Digital Justice: Forensic Data Science • Georgia Arayess

Women of STEM
2 min readJul 1, 2021

(PhD Student, Université de Lausanne & Crime Analyst, Swiss Police || Switzerland)

“There is no universal consensus as to what forensic science represents. It’s interpreted as a science that serves justice, but also as the study of trace evidence. I specialize in digital trace evidence, in a subfield called traceology and crime analysis — essentially data science in a legal action framework. My PhD thesis focuses on the spatio-temporal analysis of digital data in investigations. If you’ve identified victims and suspects and are able to access their mobile data through a carrier or directly from their devices, you can use it to reconstruct their trajectories and detect hubs of suspicious activity. I’m working on developing the tools to formalize this process. It’s more than just dropping pins on a map — there’s a lot of scientific evidence that comes into play.

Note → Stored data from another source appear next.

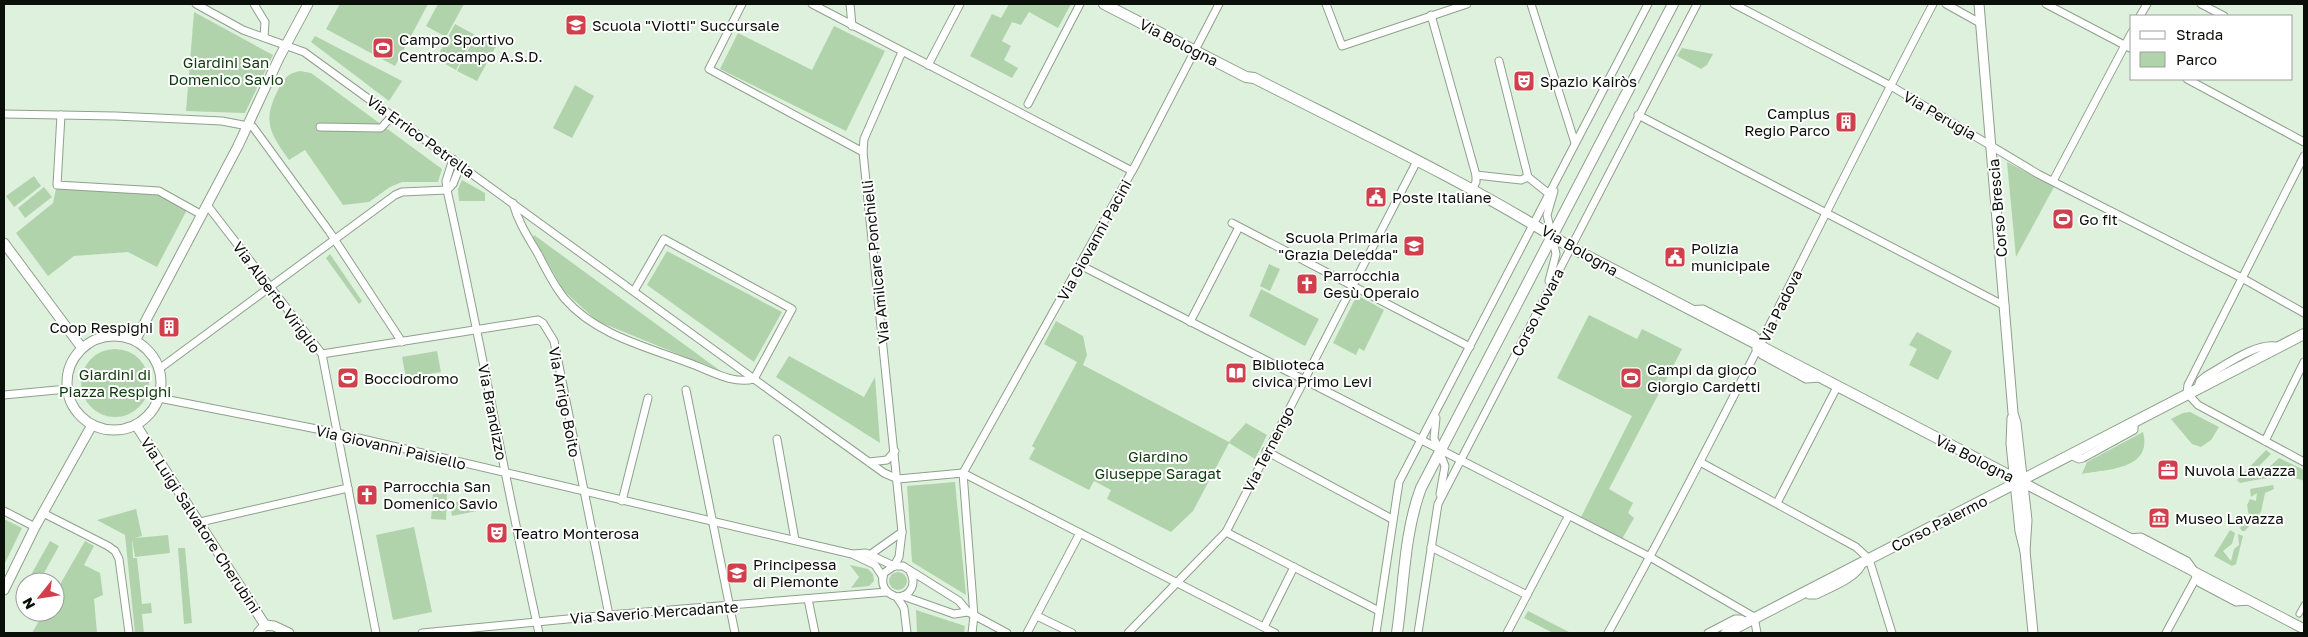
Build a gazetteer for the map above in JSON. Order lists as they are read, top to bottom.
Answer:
{
  "streets": {
    "main road": ["Via Bologna", "Corso Novara", "Corso Palermo"],
    "street": [
      "Via Perugia",
      "Via Errico Petrella",
      "Corso Brescia",
      "Via Giovanni Pacini",
      "Via Amilcare Ponchielli",
      "Via Alberto Viriglio",
      "Via Padova",
      "Via Arrigo Boito",
      "Via Brandizzo",
      "Via Giovanni Paisiello",
      "Via Ternengo",
      "Via Luigi Salvatore Cherubini",
      "Via Saverio Mercadante"
    ]
  },
  "crossings": [
    ["Via Bologna", "Corso Brescia"],
    ["Via Bologna", "Via Giovanni Pacini"],
    ["Via Bologna", "Via Padova"],
    ["Via Bologna", "Corso Novara"],
    ["Via Bologna", "Via Ternengo"],
    ["Via Bologna", "Corso Palermo"],
    ["Via Perugia", "Corso Brescia"],
    ["Via Perugia", "Via Padova"],
    ["Via Errico Petrella", "Via Amilcare Ponchielli"],
    ["Corso Brescia", "Corso Palermo"],
    ["Via Amilcare Ponchielli", "Via Giovanni Paisiello"],
    ["Via Amilcare Ponchielli", "Via Saverio Mercadante"],
    ["Via Alberto Viriglio", "Via Arrigo Boito"],
    ["Via Alberto Viriglio", "Via Giovanni Paisiello"],
    ["Via Arrigo Boito", "Via Brandizzo"],
    ["Via Arrigo Boito", "Via Giovanni Paisiello"],
    ["Via Arrigo Boito", "Via Saverio Mercadante"],
    ["Via Brandizzo", "Via Giovanni Paisiello"],
    ["Via Brandizzo", "Via Saverio Mercadante"],
    ["Via Giovanni Paisiello", "Via Luigi Salvatore Cherubini"],
    ["Via Giovanni Paisiello", "Via Saverio Mercadante"]
  ],
  "parks": ["Giardini San Domenico Savio", "Giardini di Piazza Respighi", "Giardino Giuseppe Saragat"],
  "places": {
    "school or university": ["Scuola \"Viotti\" Succursale", "Scuola Primaria \"Grazia Deledda\"", "Principessa di Piemonte"],
    "sports": [
      "Campo Sportivo Centrocampo A.S.D.",
      "Go fit",
      "Bocciodromo",
      "Campi da gioco Giorgio Cardetti"
    ],
    "theatre": ["Spazio Kairòs", "Teatro Monterosa"],
    "building": ["Camplus Regio Parco", "Coop Respighi"],
    "public building": ["Poste Italiane", "Polizia municipale"],
    "church": ["Parrocchia Gesù Operaio", "Parrocchia San Domenico Savio"],
    "library": ["Biblioteca civica Primo Levi"],
    "office": ["Nuvola Lavazza"],
    "museum": ["Museo Lavazza"]
  },
  "legend": ["Strada", "Parco"],
  "north": "bottom left"
}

In parallel with my PhD, I’m a mandatary crime analyst within the Swiss Police. I develop tools that provide scientific support to police investigations. We recently worked on a homicide case where we reconstructed the course of the victim during the incident and compared it to criminal activity to assess if it was plausible for our suspect to have committed the crime. This requires factoring in many elements, like the last phone call registered on the victim’s phone — if they picked it up, we have more insight on where and when they were last alive.

Being in this field requires good communication skills. On a daily basis, I communicate information to people from so many different backgrounds, from academics to police officers. This means I need to have a grasp of all the different levels of understanding law enforcers might have. Police are used to the practical ways they implement things, and prosecutors try to find faults in your evidence when it doesn’t belong to the party they’re defending in court. Still, science has some sort of authority that bridges the different parties involved. I love teaching — my main career goal is to become a professor, and I would like to advance forensic science as a field which aims to provide the scientific basis that grounds and regulates police work.”